Your job is to report every line of the entries that has "fillStyle".

**THE DATA**

⁂

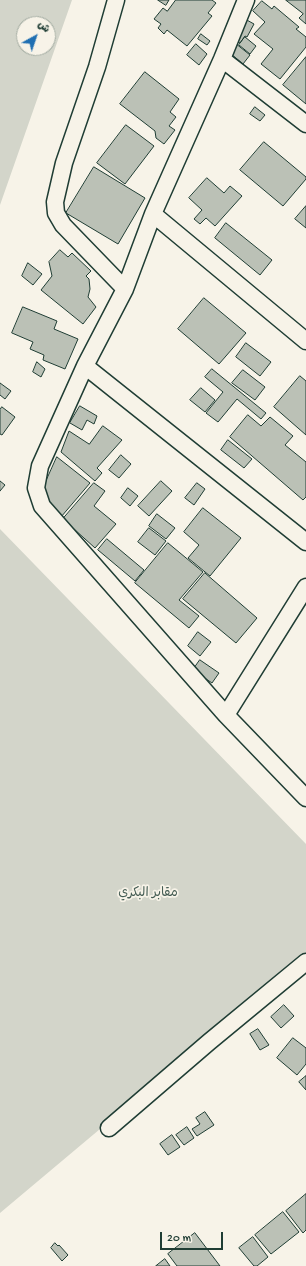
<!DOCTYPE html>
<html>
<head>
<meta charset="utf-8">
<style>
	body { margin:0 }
	#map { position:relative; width:306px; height:1266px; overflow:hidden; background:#f7f3e8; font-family:"Gochi Hand","Playpen Sans Arabic",sans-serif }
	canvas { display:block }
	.north { position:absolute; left:16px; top:16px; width:40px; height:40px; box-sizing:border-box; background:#f7f3e8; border:1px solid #a1aaa0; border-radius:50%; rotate:40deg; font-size:11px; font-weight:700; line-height:16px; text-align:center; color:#1f3d34 }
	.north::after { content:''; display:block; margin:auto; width:14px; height:18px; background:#1f6fb2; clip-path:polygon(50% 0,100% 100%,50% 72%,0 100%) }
	.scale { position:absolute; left:160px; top:1232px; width:63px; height:18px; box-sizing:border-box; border:2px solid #1f3d34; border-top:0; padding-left:5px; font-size:12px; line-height:14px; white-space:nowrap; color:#1f3d34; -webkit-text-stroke:3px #f7f3e8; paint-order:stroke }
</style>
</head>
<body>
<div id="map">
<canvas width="306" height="1266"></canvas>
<div class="north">ش</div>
<div class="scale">20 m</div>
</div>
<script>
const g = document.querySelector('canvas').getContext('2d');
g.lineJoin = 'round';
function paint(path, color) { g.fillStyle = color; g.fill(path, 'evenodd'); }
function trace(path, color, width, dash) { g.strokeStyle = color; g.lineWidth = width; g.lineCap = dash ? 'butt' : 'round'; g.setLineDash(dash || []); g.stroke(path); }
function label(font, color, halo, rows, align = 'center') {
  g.font = font + ' "Gochi Hand","Playpen Sans Arabic",sans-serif'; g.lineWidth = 3.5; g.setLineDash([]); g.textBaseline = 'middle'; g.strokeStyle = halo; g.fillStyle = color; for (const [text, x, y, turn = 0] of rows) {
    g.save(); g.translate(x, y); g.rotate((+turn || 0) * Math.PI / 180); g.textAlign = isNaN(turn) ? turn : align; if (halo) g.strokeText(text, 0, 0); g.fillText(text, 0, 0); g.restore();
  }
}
paint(new Path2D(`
	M0,0H72L0,205ZM24,24H48V48H24Z
	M0,529L306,844V956L0,1213Z`), '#d3d5ca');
const building = new Path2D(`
	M158,0H169L166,5Z
	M176,0H212L216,3L208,13L212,16L187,46L167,30L164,34L158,28L161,24L154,19L163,8L167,11Z
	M286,0H306V24L299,18L303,14Z
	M262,1L272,9L274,6L299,27L296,29L306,37V47L280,79L261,64L273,49L254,34L265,22L253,11Z
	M245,19L254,24L247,37L245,36L240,43L234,40Z
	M201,34L210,41L207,45L198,39Z
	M245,37L256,46L250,54L239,45Z
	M235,43L250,55L243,64L230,53Z
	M196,44L207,54L199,65L187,55Z
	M306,57V104L283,85Z
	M145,72L179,99L170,112L176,117L169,126L175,130L164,144L156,138L155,131L120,104Z
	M255,107L265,115L260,121L250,114Z
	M126,125L154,146L125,184L97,163Z
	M264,142L306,177V179L283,206L240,170Z
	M94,167L145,198L118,244L66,213Z
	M207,178L224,193L230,186L242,196L215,226L206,218L200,224L194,219L202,210L189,198Z
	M306,206V228L295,219Z
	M226,223L272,260L260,275L215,238Z
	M60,250L68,257L72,253L91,271L86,276L89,279L90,289L88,297L96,307L83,324L41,290L52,276L49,262Z
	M28,263L42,274L33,285L22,276Z
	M204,298L246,333L219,364L178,329Z
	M23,307L57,321L54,329L78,339L65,369L43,360L44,355L30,349L33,342L12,333Z
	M246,343L271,362L260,376L236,357Z
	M37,362L45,369L41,377L33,372Z
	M212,369L266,413L261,419L237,399L218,422L206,413L223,392L205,377Z
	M243,370L265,387L255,400L232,383Z
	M300,376L306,381V435L274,407Z
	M0,383L11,391L5,399L0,395Z
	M201,388L215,400L205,412L190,400Z
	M80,406L97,416L94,424L87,420L82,430L70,423Z
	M2,407L15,417L2,435L0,434V410Z
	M248,415L261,426L270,417L293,436L285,445L306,462V497L303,500L230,437Z
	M103,426L122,440L97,468L102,473L95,481L61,452L69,431L89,444Z
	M228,440L252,459L244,468L221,450Z
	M121,455L131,464L119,478L109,470Z
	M57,457L90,483L61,517L40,495Z
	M0,481L5,485L0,491Z
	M161,481L172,491L149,516L138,506Z
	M94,483L105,491L94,506L116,524L95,548L63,519Z
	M197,483L205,489L194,505L185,498Z
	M128,488L138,496L130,506L121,498Z
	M203,508L241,538L210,576L188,558L199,545L184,532Z
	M157,514L175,528L166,539L149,526Z
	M149,528L166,541L155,555L138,542Z
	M107,539L144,570L135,581L98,550Z
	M168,543L203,572L179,600L199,616L189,628L135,583Z
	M205,573L257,618L236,643L183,599Z
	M198,632L211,642L200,656L188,646Z
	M200,660L219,673L212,683L193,670Z
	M284,1005L294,1016L281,1028L271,1017Z
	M258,1029L269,1045L260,1050L250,1034Z
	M293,1038L306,1048V1064L297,1075L277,1058Z
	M306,1076V1090L299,1082Z
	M205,1112L214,1125L197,1136L192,1129L200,1124L196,1118Z
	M187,1127L194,1138L184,1145L176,1135Z
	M172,1135L180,1147L168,1155L160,1144Z
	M306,1194V1230L303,1233L286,1211Z
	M283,1212L299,1232L271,1254L255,1235Z
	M195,1233L220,1266H177L168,1254Z
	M253,1237L268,1257L257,1266H254L239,1248Z
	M55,1243L58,1246L59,1245L68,1255L62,1261L51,1248Z
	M165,1259L170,1266H156Z`);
paint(building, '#bbc1b6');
trace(building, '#1f3d34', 1);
const minor = new Path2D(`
	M116,0L97,67L64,163L55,202L56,213L63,225L125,289
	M222,59L306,124
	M153,214L306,341
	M85,366L306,542
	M306,587L226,715L306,798
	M226,715L42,506L36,488L40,466L85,366L125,289L153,214L222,59L246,0
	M109,1128L209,1042L306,962`);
trace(minor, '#1f3d34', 19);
trace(minor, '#f7f3e8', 16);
label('13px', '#435b52', '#f7f3e8', [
	["مقابر البكري",148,894]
]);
</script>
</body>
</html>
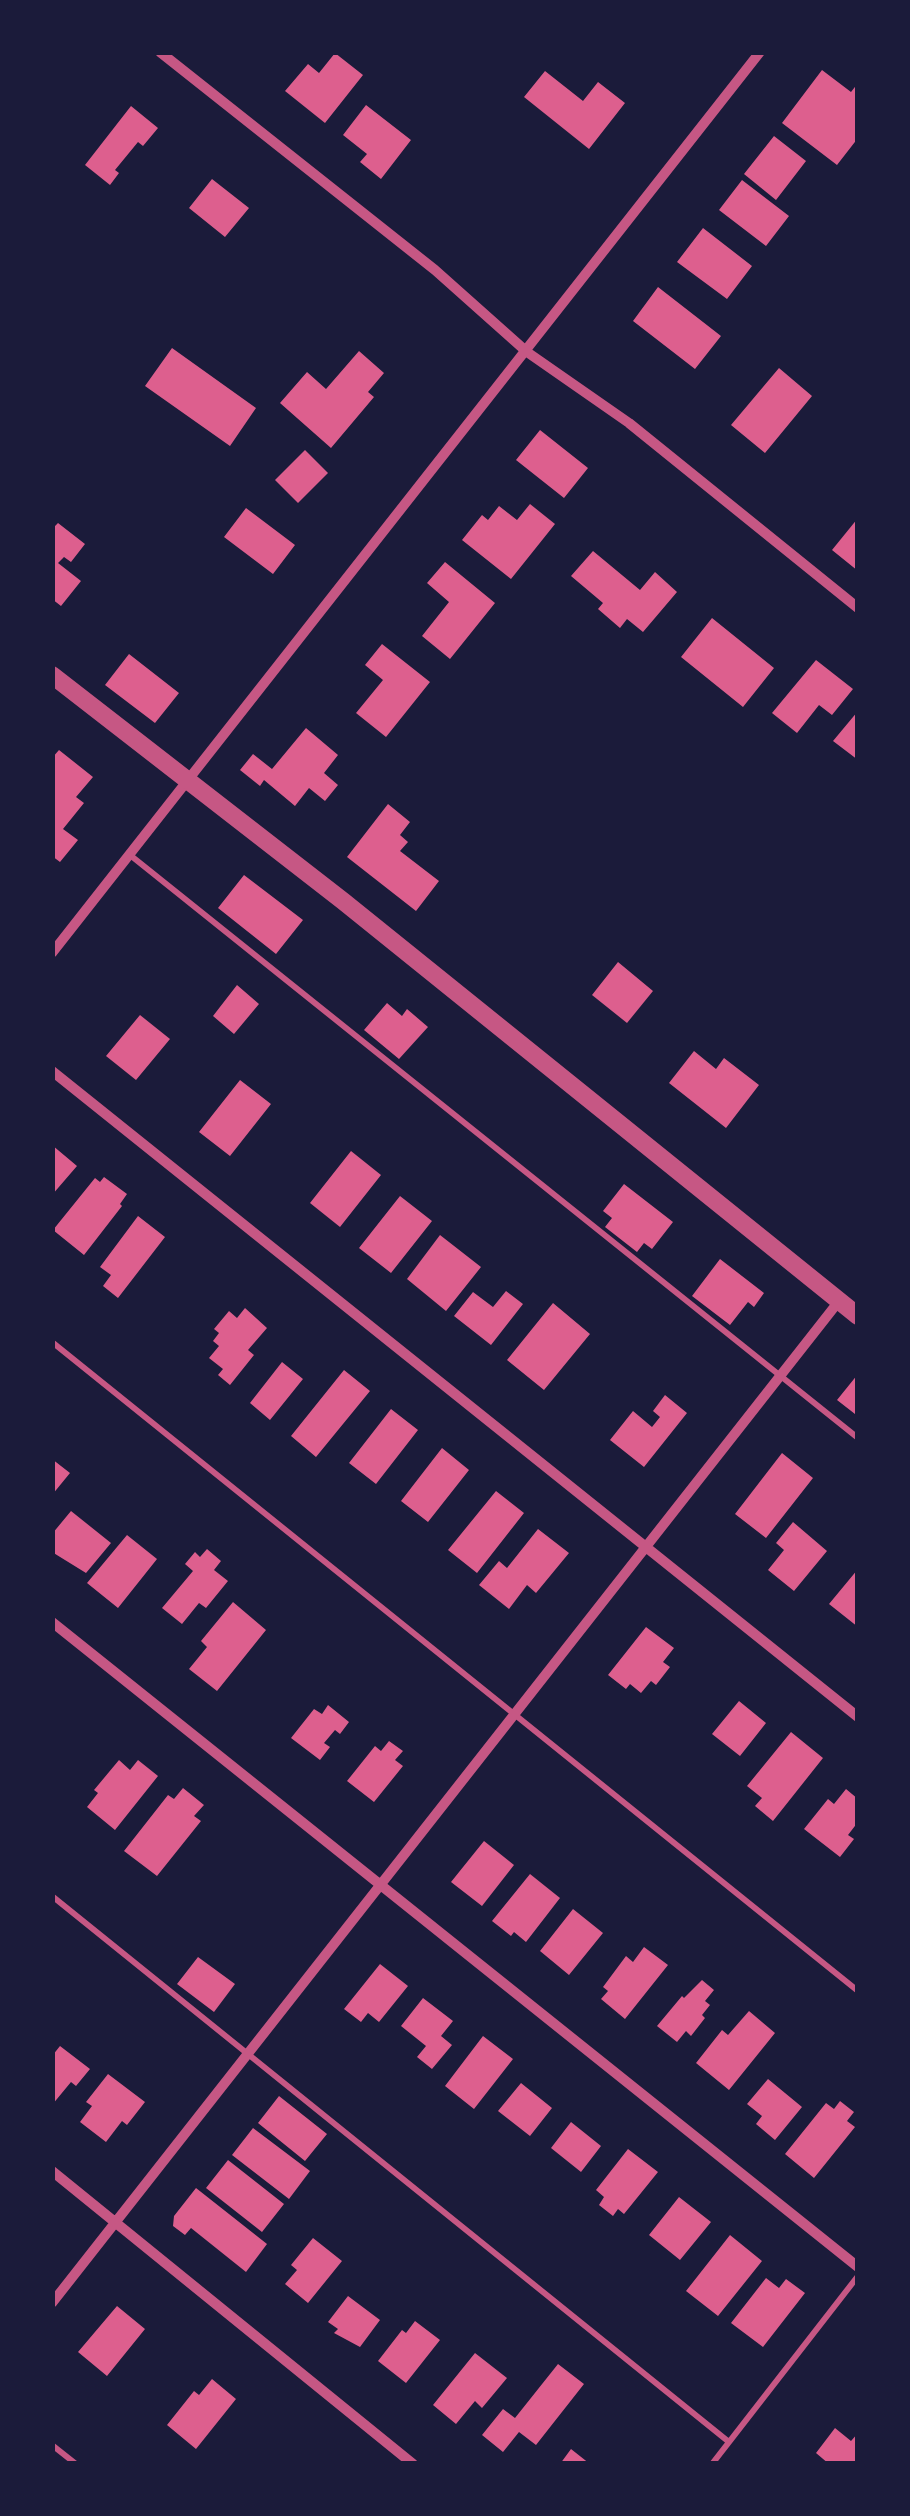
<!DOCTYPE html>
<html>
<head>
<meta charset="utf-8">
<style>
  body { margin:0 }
  #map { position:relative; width:910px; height:2516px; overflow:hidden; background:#1b1b3a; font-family:"PT Sans",sans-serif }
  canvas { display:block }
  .frame { position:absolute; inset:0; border:55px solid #1b1b3a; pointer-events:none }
</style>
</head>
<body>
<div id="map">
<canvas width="910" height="2516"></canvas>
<div class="frame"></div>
</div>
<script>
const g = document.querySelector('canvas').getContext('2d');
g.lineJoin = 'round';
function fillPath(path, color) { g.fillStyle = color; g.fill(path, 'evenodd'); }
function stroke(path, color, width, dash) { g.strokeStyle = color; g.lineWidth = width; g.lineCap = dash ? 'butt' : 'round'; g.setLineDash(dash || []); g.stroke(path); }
const building = new Path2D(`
  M335 53 363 75 325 123 285 91 308 64 319 73Z
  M822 70 851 92 858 83V138L837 165 782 123Z
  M545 71 583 101 598 82 625 103 589 149 524 97Z
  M366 105 411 140 381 179 360 162 367 154 343 135Z
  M131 106 158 128 143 146 138 142 115 170 119 173 110 185 85 165Z
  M774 136 806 161 776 200 744 174Z
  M212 179 249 208 225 237 189 208Z
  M742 180 789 216 766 246 719 210Z
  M703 228 752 266 727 299 677 262Z
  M658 287 721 336 695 369 633 321Z
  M172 348 256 408 230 446 145 386Z
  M359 351 384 373 368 392 374 397 331 448 280 403 307 372 326 389Z
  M779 368 812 396 765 453 731 425Z
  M540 430 588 468 564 498 516 460Z
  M305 450 328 473 298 503 275 480Z
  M530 504 555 524 511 579 462 540 482 515 488 520 499 506 517 520Z
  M246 508 295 545 273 574 224 537Z
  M858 518V571L832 550Z
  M58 523 85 544 71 562 64 557 58 563 81 581 61 606 52 599V529Z
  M593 551 640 590 655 572 677 592 643 632 627 619 620 628 598 609 603 603 571 576Z
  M445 562 495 603 450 659 422 636 449 602 427 583Z
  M712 618 774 668 743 707 681 657Z
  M382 644 430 682 386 737 356 713 383 680 365 665Z
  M129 654 179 693 155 723 105 685Z
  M816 660 853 689 832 715 819 705 797 733 772 713Z
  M858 711V760L833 741Z
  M306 728 338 755 324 773 338 785 325 801 309 788 295 806 264 780 260 786 240 770 253 754 272 769Z
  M59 750 93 777 76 797 84 803 63 829 78 840 60 862 52 856V758Z
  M388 804 410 822 400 835 408 842 400 851 439 881 416 911 347 857Z
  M244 875 303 920 276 954 218 908Z
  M618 962 653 991 627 1023 592 995Z
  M237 985 259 1004 234 1034 213 1016Z
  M387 1003 402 1016 407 1009 428 1027 399 1059 364 1030Z
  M140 1015 170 1039 136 1080 106 1056Z
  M694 1051 716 1069 724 1058 759 1085 726 1128 669 1083Z
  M240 1080 271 1104 230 1156 199 1132Z
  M52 1145 77 1166 52 1195Z
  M351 1151 381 1175 340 1227 310 1203Z
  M104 1177 127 1194 120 1204 122 1206 84 1255 53 1230 95 1178 100 1182Z
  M624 1184 673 1222 652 1249 644 1243 637 1252 605 1227 612 1218 603 1211Z
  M400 1196 432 1221 391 1273 359 1248Z
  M138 1216 165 1237 118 1298 103 1286 111 1275 100 1267Z
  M440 1235 481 1267 446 1311 407 1279Z
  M720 1259 764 1293 754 1307 748 1302 730 1325 692 1296Z
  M506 1291 523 1304 491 1345 454 1316 473 1292 493 1307Z
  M553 1303 590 1334 544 1390 507 1360Z
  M245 1308 267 1328 248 1350 254 1355 230 1385 218 1375 223 1369 209 1358 219 1346 213 1341 219 1333 214 1329 229 1311 237 1318Z
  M282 1362 303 1379 270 1420 250 1403Z
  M344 1370 370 1391 316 1457 291 1436Z
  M858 1374V1411L855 1414 837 1400Z
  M665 1395 687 1413 644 1467 610 1440 633 1411 652 1427 660 1417 653 1411Z
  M391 1409 418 1430 376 1484 349 1463Z
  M442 1448 469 1470 428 1522 401 1501Z
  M782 1453 813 1478 766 1538 735 1514Z
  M52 1459 70 1473 52 1495Z
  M496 1491 524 1513 477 1573 448 1550Z
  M71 1511 111 1543 86 1573 52 1552V1534Z
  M793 1522 827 1551 794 1591 768 1570 784 1550 776 1543Z
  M538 1529 569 1553 536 1593 527 1585 509 1609 479 1585 499 1561 507 1568Z
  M127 1535 157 1559 118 1608 87 1583Z
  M207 1549 221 1561 214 1570 228 1581 206 1608 199 1603 182 1624 162 1608 193 1571 185 1564 195 1552 200 1557Z
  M858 1569V1627L829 1604Z
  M233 1602 266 1630 217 1691 189 1669 207 1647 201 1641Z
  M646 1627 674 1648 663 1662 670 1667 656 1685 651 1681 641 1693 630 1684 626 1689 608 1675Z
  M739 1701 766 1723 740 1756 712 1734Z
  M328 1705 349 1722 340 1734 335 1730 324 1743 330 1747 320 1760 291 1738 314 1709 322 1714Z
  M791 1732 823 1758 773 1821 755 1806 762 1798 747 1786Z
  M389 1741 403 1751 395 1760 403 1766 374 1802 347 1781 375 1746 381 1751Z
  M119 1760 130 1770 138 1760 158 1776 115 1830 87 1807 98 1793 94 1790Z
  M183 1788 204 1805 194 1816 201 1821 157 1876 124 1851 168 1795 174 1799Z
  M846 1789 858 1799V1822L848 1835 854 1839 840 1857 804 1829 828 1799 834 1804Z
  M484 1841 514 1865 482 1906 451 1882Z
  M530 1874 560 1898 526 1942 514 1932 511 1936 492 1921Z
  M573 1909 603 1933 569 1975 540 1951Z
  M644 1947 668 1965 625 2019 601 1999 608 1991 603 1987 626 1956 633 1962Z
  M198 1957 235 1984 214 2012 177 1984Z
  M380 1964 408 1986 379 2022 368 2013 361 2022 344 2009Z
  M702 1980 714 1990 705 2001 710 2005 702 2015 705 2018 691 2036 686 2031 677 2042 657 2026 682 1996 684 1998Z
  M423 1998 453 2021 441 2036 452 2045 432 2069 417 2057 426 2046 401 2026Z
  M749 2011 775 2033 729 2090 696 2063 722 2030 728 2035Z
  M483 2036 513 2059 474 2109 445 2086Z
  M60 2046 90 2069 76 2086 71 2082 52 2105V2056Z
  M108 2074 145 2102 127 2125 122 2121 106 2142 80 2122 92 2106 86 2102Z
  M768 2079 802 2107 775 2140 756 2124 762 2116 747 2104Z
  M521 2083 552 2108 530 2136 498 2111Z
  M279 2096 327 2134 305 2161 258 2123Z
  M840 2101 854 2112 847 2121 855 2127 814 2178 785 2154 826 2103 834 2109Z
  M571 2122 601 2146 581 2172 551 2148Z
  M253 2128 310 2171 289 2199 232 2155Z
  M628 2149 658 2172 624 2214 618 2209 613 2216 599 2205 604 2197 596 2190Z
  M228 2160 284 2204 262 2232 206 2188Z
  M196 2188 267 2244 246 2272 191 2228 185 2235 173 2226 174 2216Z
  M679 2197 711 2222 680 2260 649 2235Z
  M730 2235 762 2261 718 2316 686 2291Z
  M313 2238 342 2261 308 2303 285 2284 297 2270 291 2265Z
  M766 2278 779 2288 786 2279 805 2293 763 2347 731 2323Z
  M348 2296 380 2320 360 2347 334 2333 338 2329 328 2322Z
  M117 2306 145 2329 107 2376 78 2352Z
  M415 2321 440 2340 406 2383 378 2361 402 2330 406 2333Z
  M475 2353 507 2378 482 2408 475 2401 456 2424 433 2405Z
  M558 2364 584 2384 536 2445 519 2432 503 2452 482 2435 503 2409 515 2418Z
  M212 2379 236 2399 196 2449 167 2425 194 2391 199 2395Z
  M835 2428 851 2441 858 2433V2464H829L816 2453Z
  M571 2449 590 2464H560Z`);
const service = new Path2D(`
  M130 855 858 1438
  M52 1342 858 1991
  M52 1896 729 2442
  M52 2445 76 2464
  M712 2464 858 2276`);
const minor = new Path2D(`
  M160 52 435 270 527 352 629 423 858 608
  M52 953 760 52
  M52 1071 858 1717
  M52 1622 858 2267
  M52 2171 413 2464
  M52 2303 839 1301`);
const tertiary = new Path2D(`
  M52 675 343 901 858 1316`);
fillPath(building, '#dd5f8e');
stroke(service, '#c65784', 6);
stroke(minor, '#c65784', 10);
stroke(tertiary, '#c65784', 18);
</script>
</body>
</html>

⁂

**OUTPUT BELOW**
function paint(path, color) { g.fillStyle = color; g.fill(path, 'evenodd'); }
  g.font = font + ' "Gochi Hand","Playpen Sans Arabic",sans-serif'; g.lineWidth = 3.5; g.setLineDash([]); g.textBaseline = 'middle'; g.strokeStyle = halo; g.fillStyle = color; for (const [text, x, y, turn = 0] of rows) {
function fillPath(path, color) { g.fillStyle = color; g.fill(path, 'evenodd'); }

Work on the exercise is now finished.